Il résulte de tout ce qui précède que les conclusions à fin d’annulation dirigées contre la décision attaquée du 6 juin 2024 portant retrait du titre de séjour doivent être rejetées comme irrecevables. Par voie de conséquence, les conclusions à fin d’injonction et d’astreinte y étant relatives et celles présentées sur le fondement des dispositions de l’article L. 761-1 du code de justice administrative ne peuvent qu’être rejetées.
D E C I D E :
Article 1er : Les conclusions à fin d’annulation dirigées contre la décision de retrait de titre de séjour, ainsi que les conclusions aux fins d’injonction, d’astreinte et celles présentées sur le fondement de l’article L. 761-1 du code de justice administrative de la requête de M. A… sont rejetées.
Article 2 : Le présent jugement sera notifié à M. B… A… et à la préfète de l’Aisne.

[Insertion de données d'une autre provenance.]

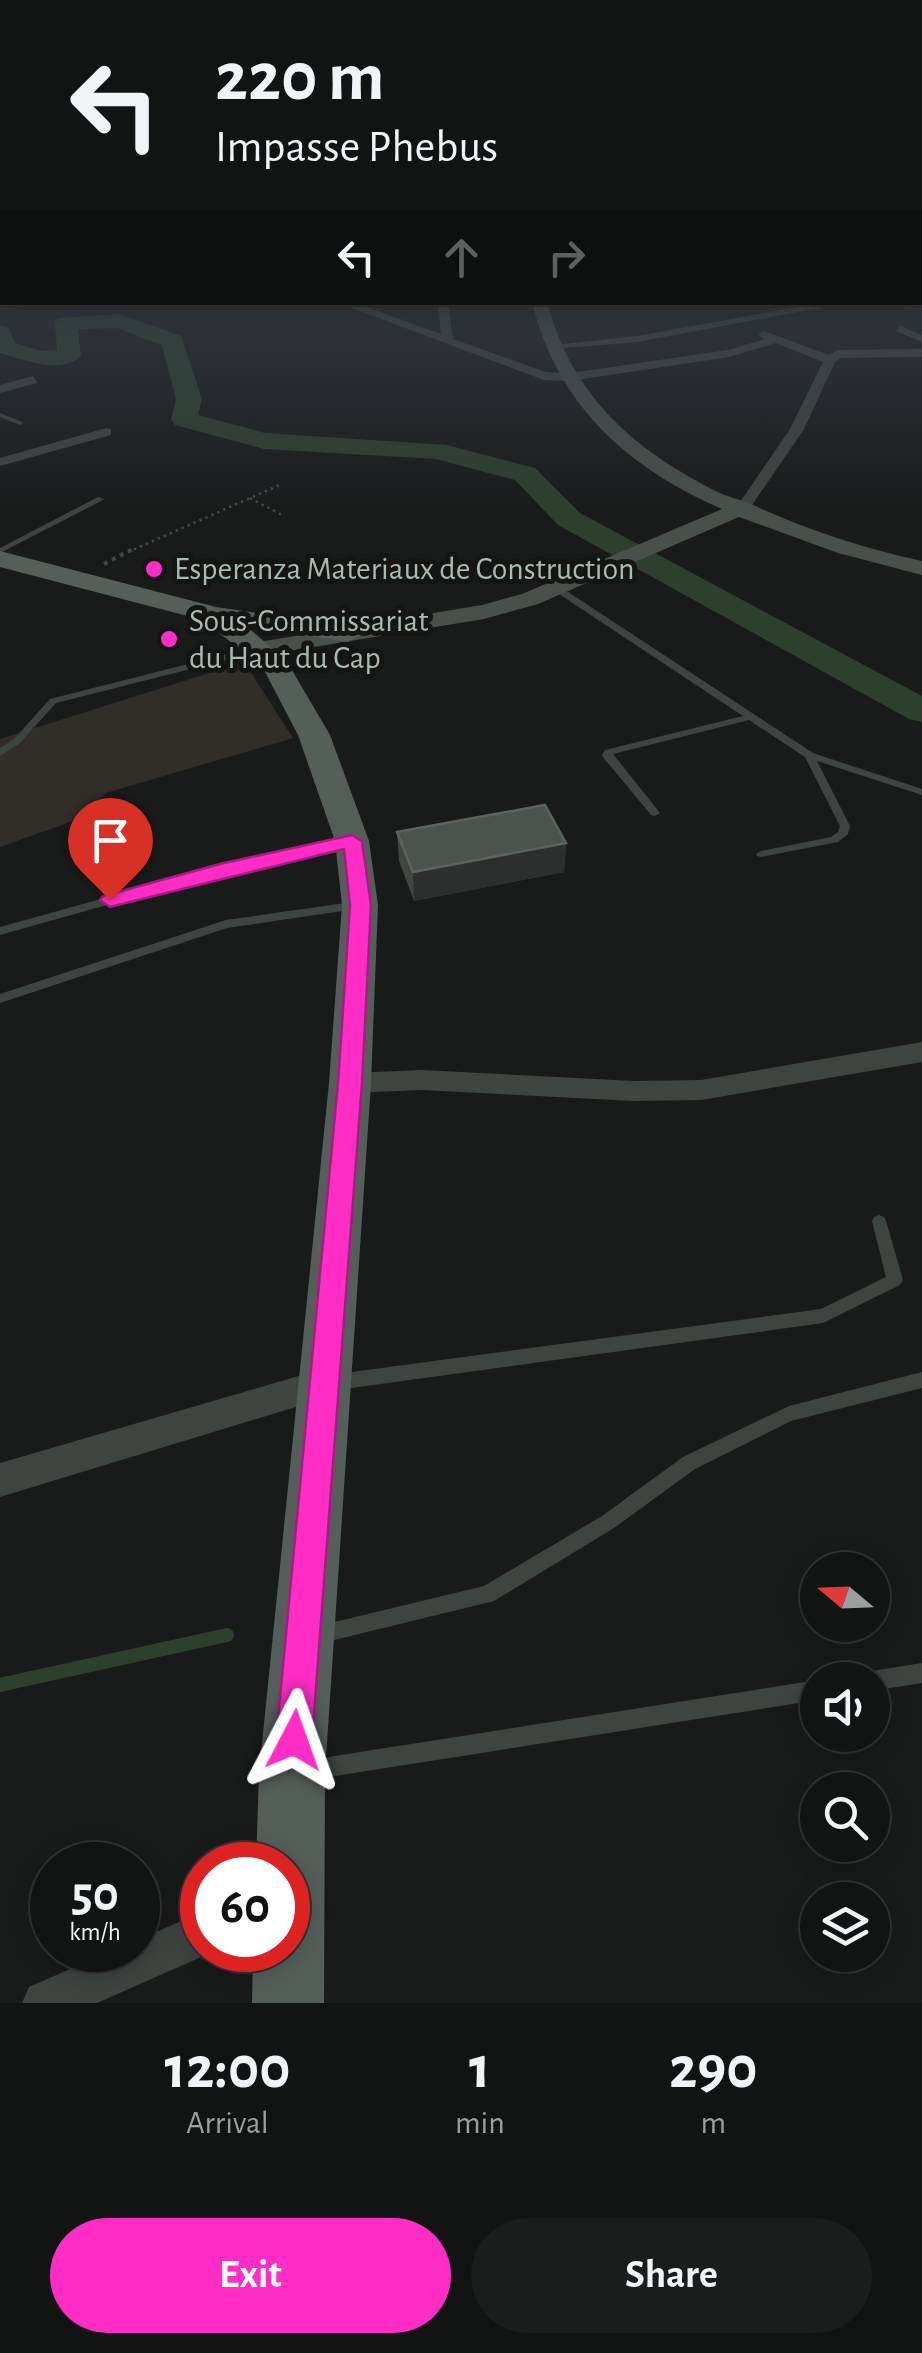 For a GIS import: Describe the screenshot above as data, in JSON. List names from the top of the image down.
{
  "places": ["Esperanza Materiaux de Construction", "Sous-Commissariat du Haut du Cap"],
  "north": "left",
  "page": {
    "turn": ["220 m", "Impasse Phebus"],
    "speed": "50 km/h",
    "limit": "60",
    "eta": [
      "12:00",
      "Arrival",
      "1",
      "min",
      "290",
      "m"
    ],
    "buttons": ["Exit", "Share"]
  }
} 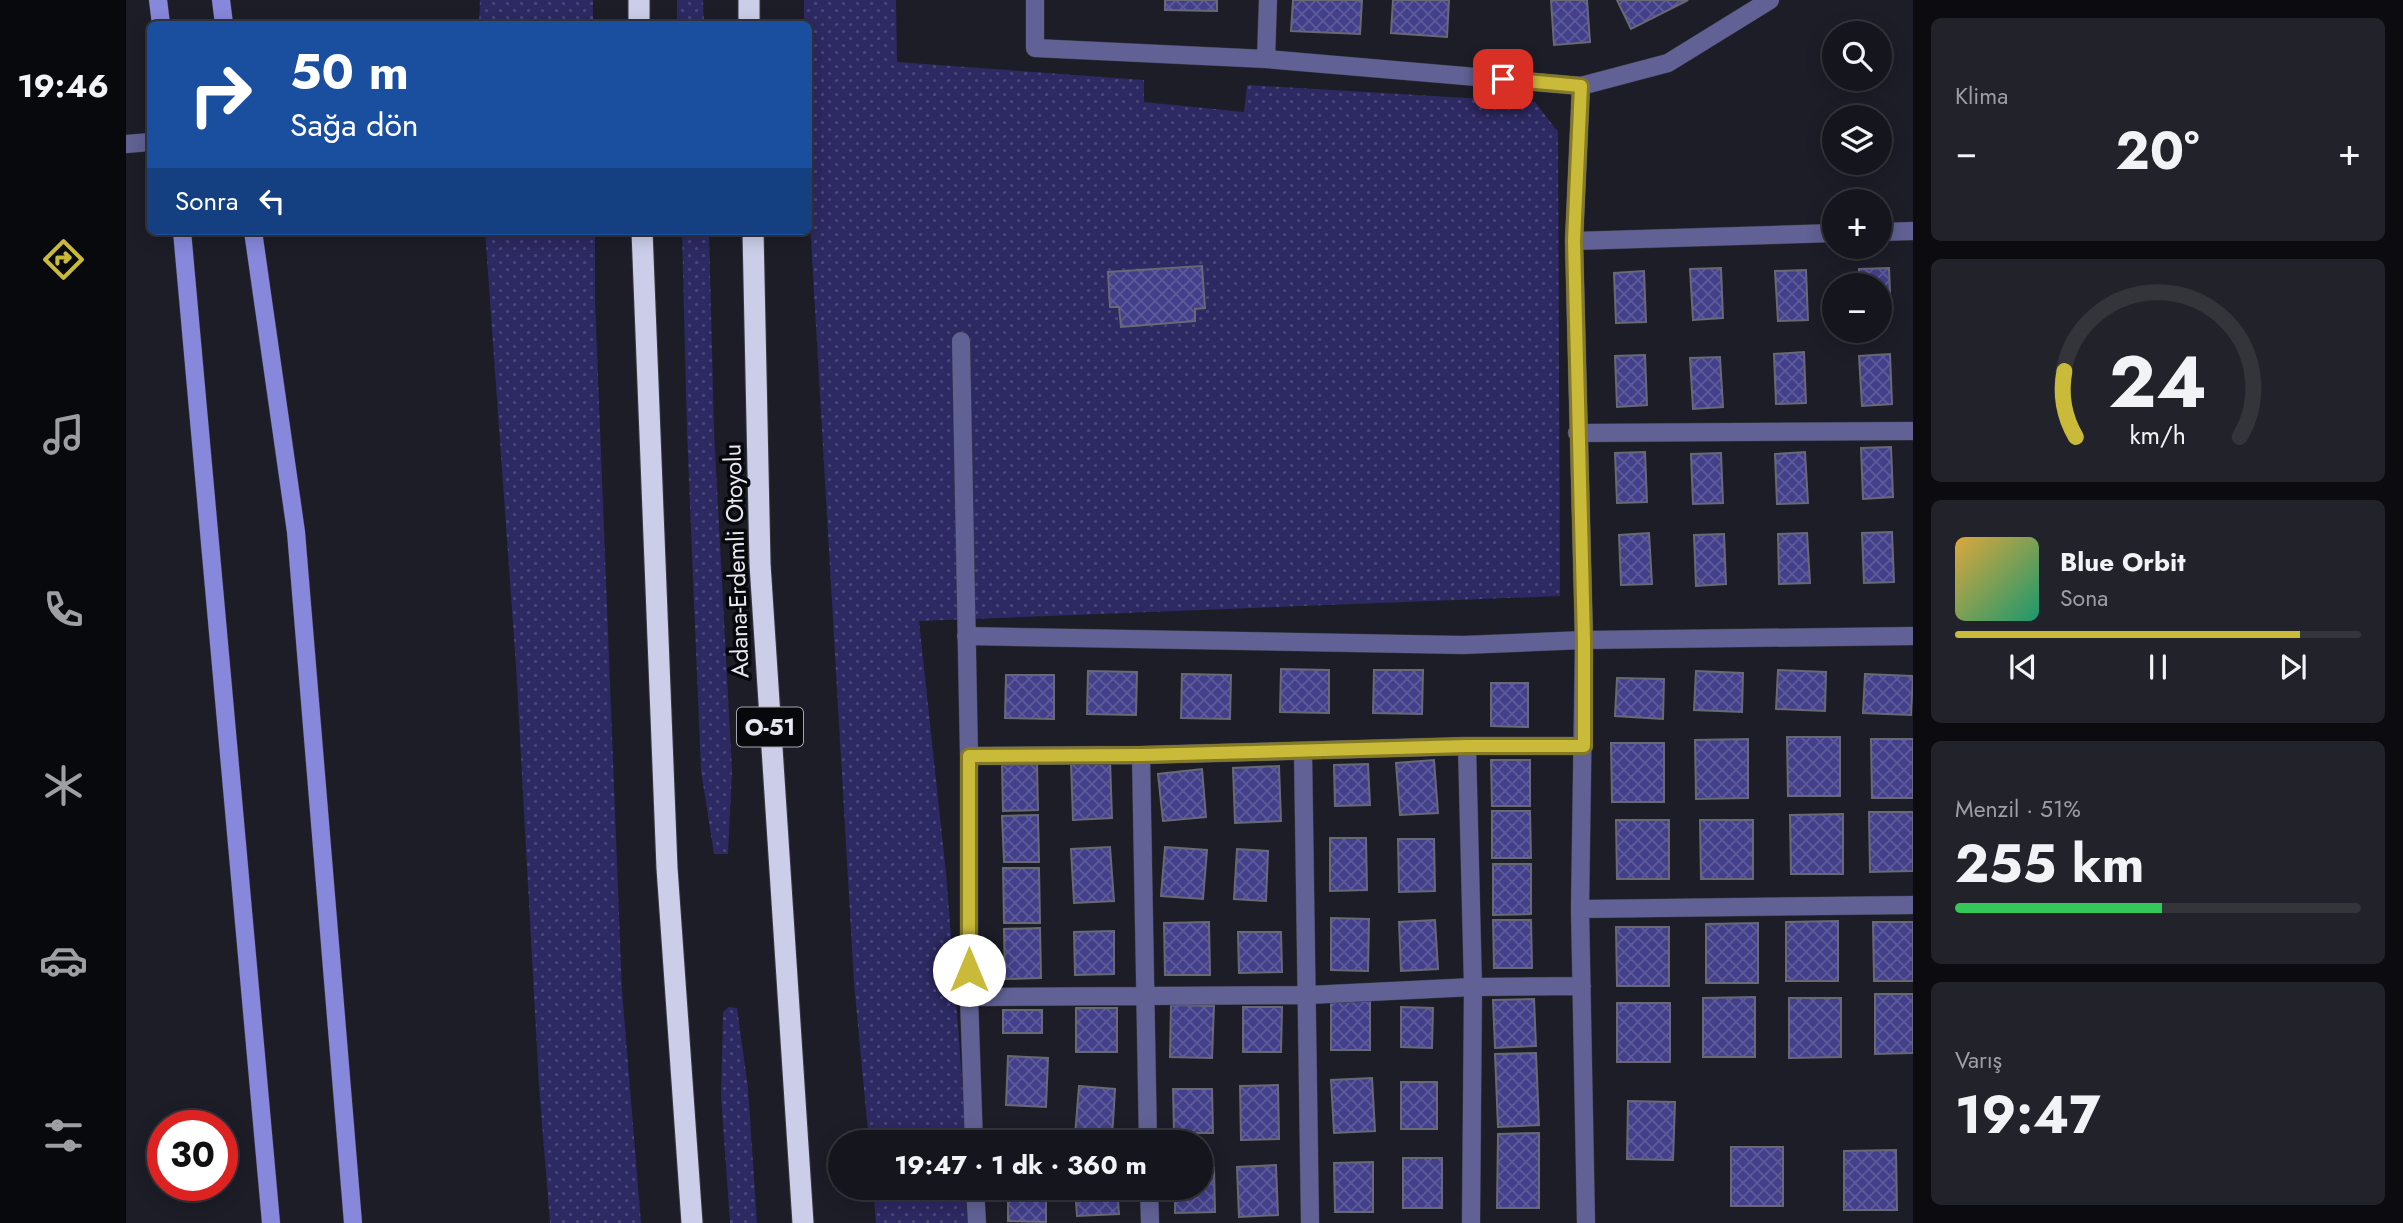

Délibéré après l’audience du 8 janvier 2026, à laquelle siégeaient :
M. Boutou, président,
M. Le Gars, premier conseiller,
Mme Sako, conseillère.
Rendu public par mise à disposition au greffe le 22 janvier 2026.
Le rapporteur,
Signé
V. Le Gars
Le président,
Signé
B. Boutou
La greffière,
Signé
A. Ribière
La République mande et ordonne à la préfète de l’Aisne en ce qui la concerne ou à tous commissaires de justice à ce requis en ce qui concerne les voies de droit commun contre les parties privées, de pourvoir à l’exécution du présent jugement.